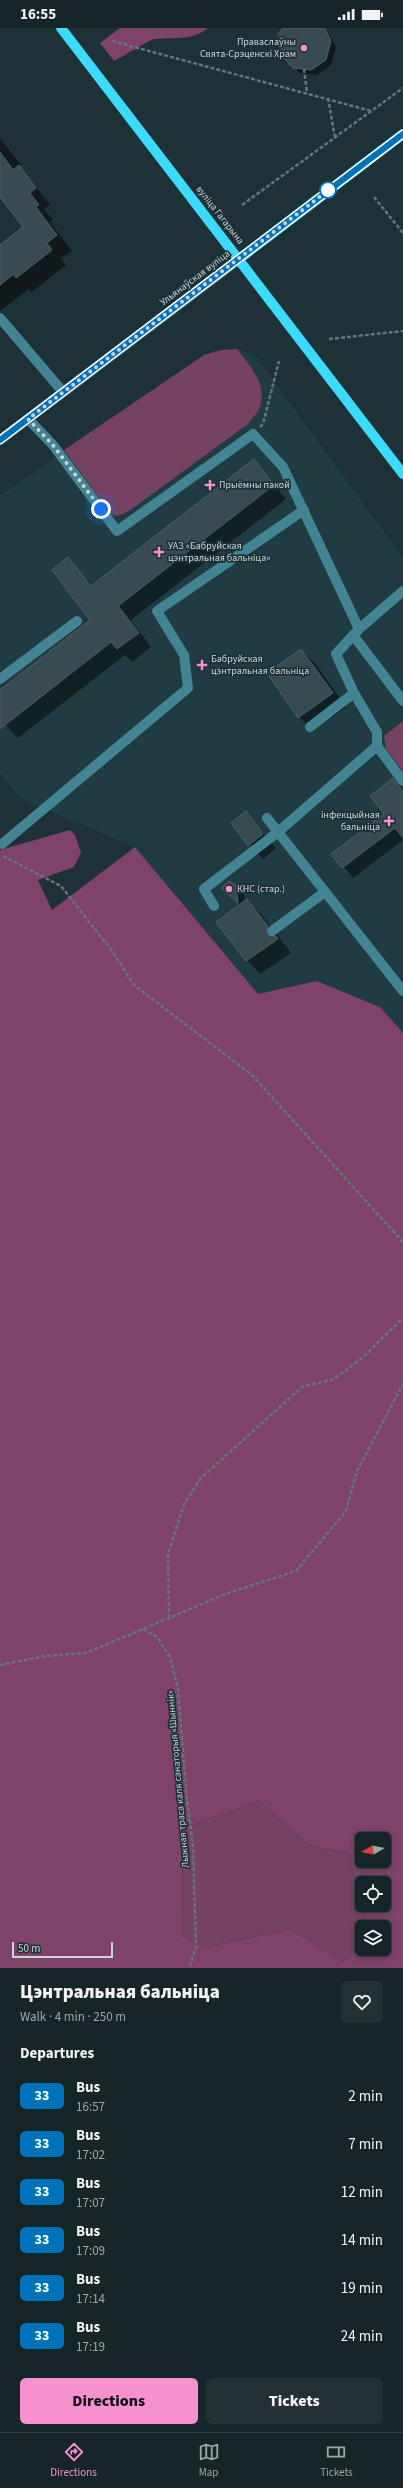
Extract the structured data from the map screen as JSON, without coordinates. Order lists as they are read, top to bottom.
{
  "streets": {
    "main road": ["вуліца Гагарына", "Ульянаўская вуліца"],
    "path": ["Лыжная траса каля санаторыя «Шыннік»"]
  },
  "crossings": [
    ["вуліца Гагарына", "Ульянаўская вуліца"]
  ],
  "places": {
    "other": ["Праваслаўны Свята-Срэценскі Храм", "КНС (стар.)"],
    "health": [
      "Прыёмны пакой",
      "УАЗ «Бабруйская цэнтральная бальніца»",
      "Бабруйская цэнтральная бальніца",
      "інфекцыйная бальніца"
    ]
  },
  "lines": ["bus line 33"],
  "scale_bar": "50 m",
  "north": "left",
  "page": {
    "status": "16:55",
    "scale": "50 m",
    "heading": [
      ["Цэнтральная бальніца", "Walk · 4 min · 250 m"],
      "Departures"
    ],
    "list": [
      {
        "mark": "33",
        "name": "Bus",
        "note": "16:57",
        "value": "2 min"
      },
      {
        "mark": "33",
        "name": "Bus",
        "note": "17:02",
        "value": "7 min"
      },
      {
        "mark": "33",
        "name": "Bus",
        "note": "17:07",
        "value": "12 min"
      },
      {
        "mark": "33",
        "name": "Bus",
        "note": "17:09",
        "value": "14 min"
      },
      {
        "mark": "33",
        "name": "Bus",
        "note": "17:14",
        "value": "19 min"
      },
      {
        "mark": "33",
        "name": "Bus",
        "note": "17:19",
        "value": "24 min"
      }
    ],
    "buttons": ["Directions", "Tickets"],
    "tabs": ["Directions", "Map", "Tickets"]
  }
}
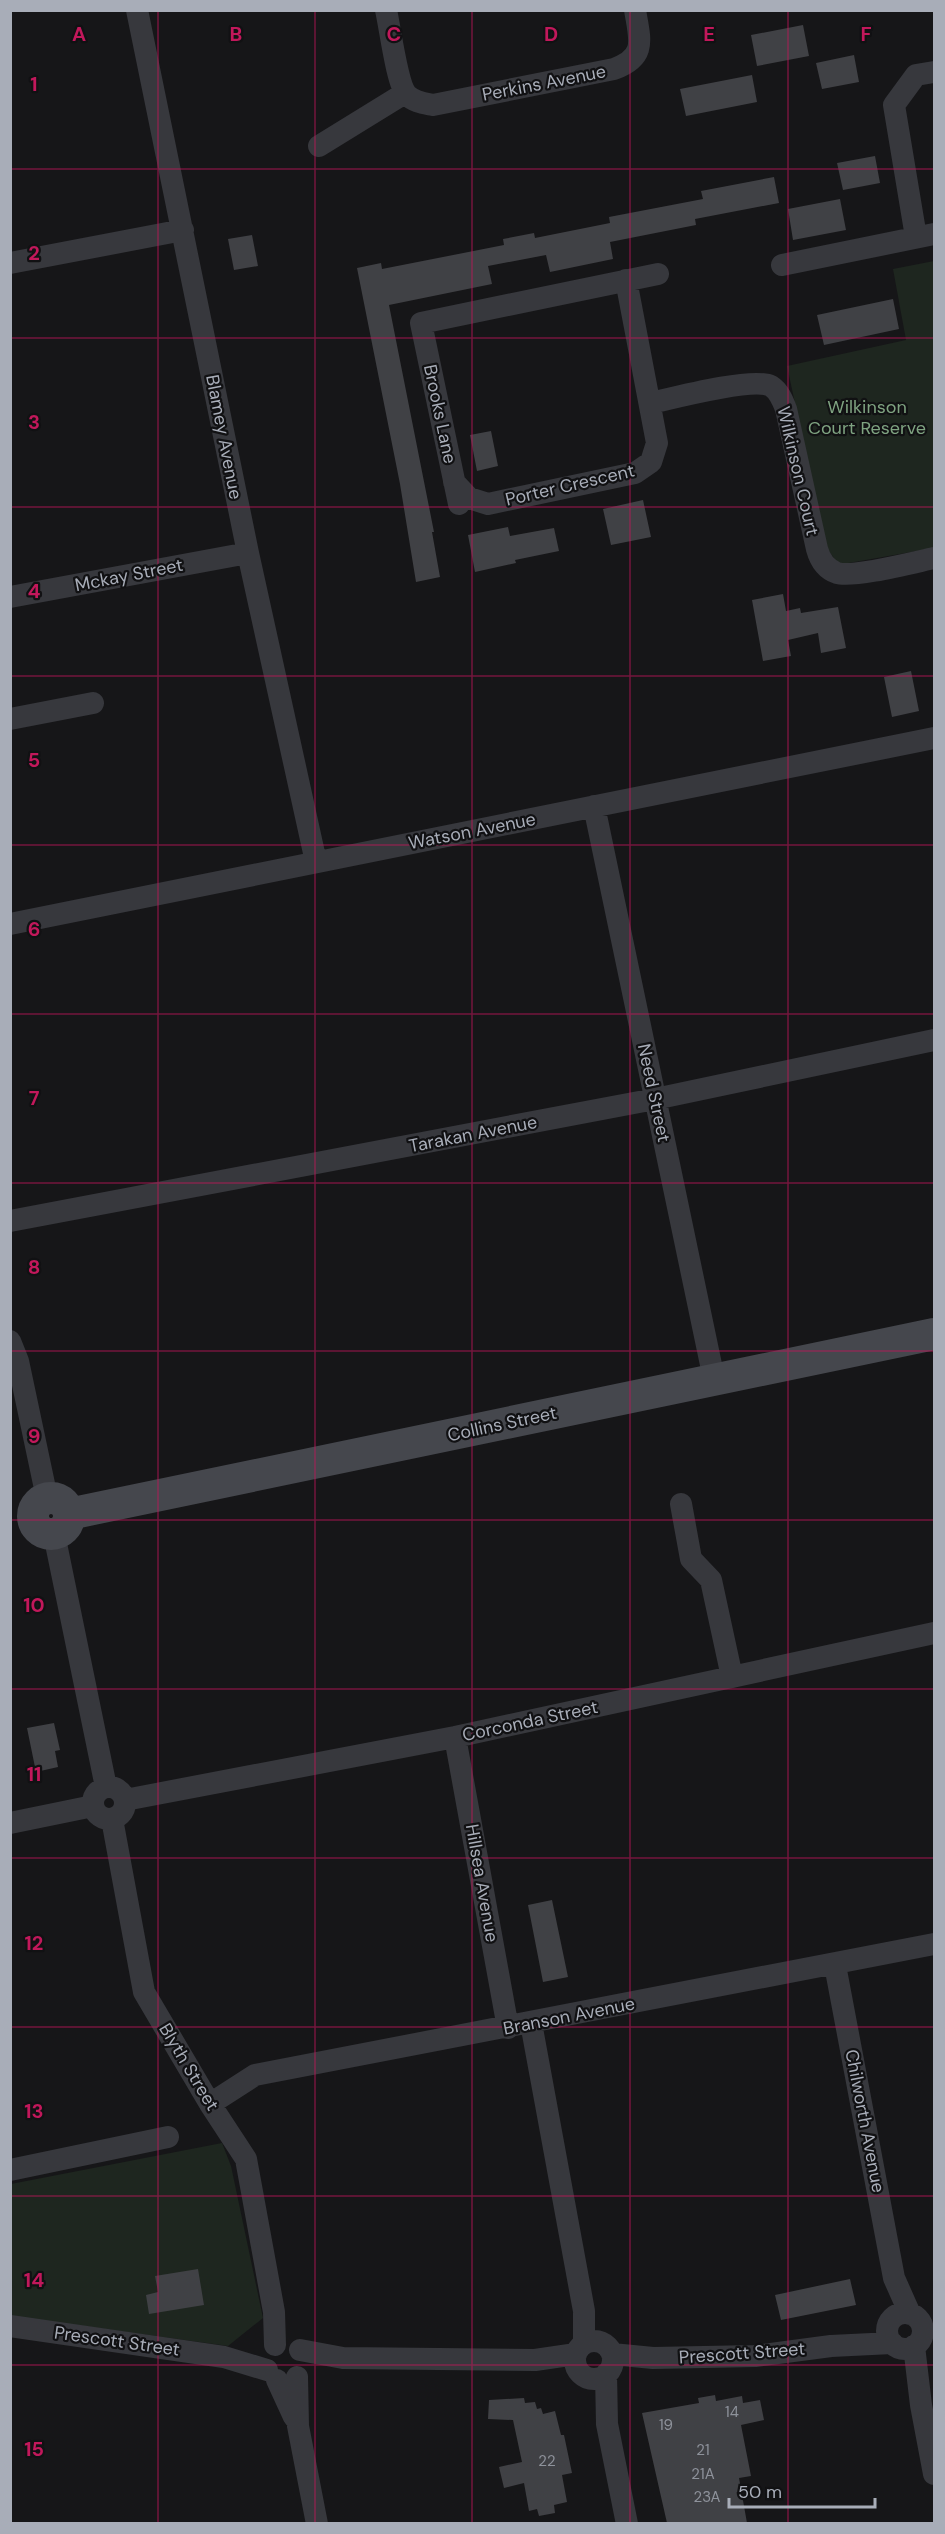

■ WHAT IS NEEDED ■
Return every line of the entries above that the string "Tickets" appears in.

■ ANSWER BOX ■
    "buttons": ["Directions", "Tickets"],
    "tabs": ["Directions", "Map", "Tickets"]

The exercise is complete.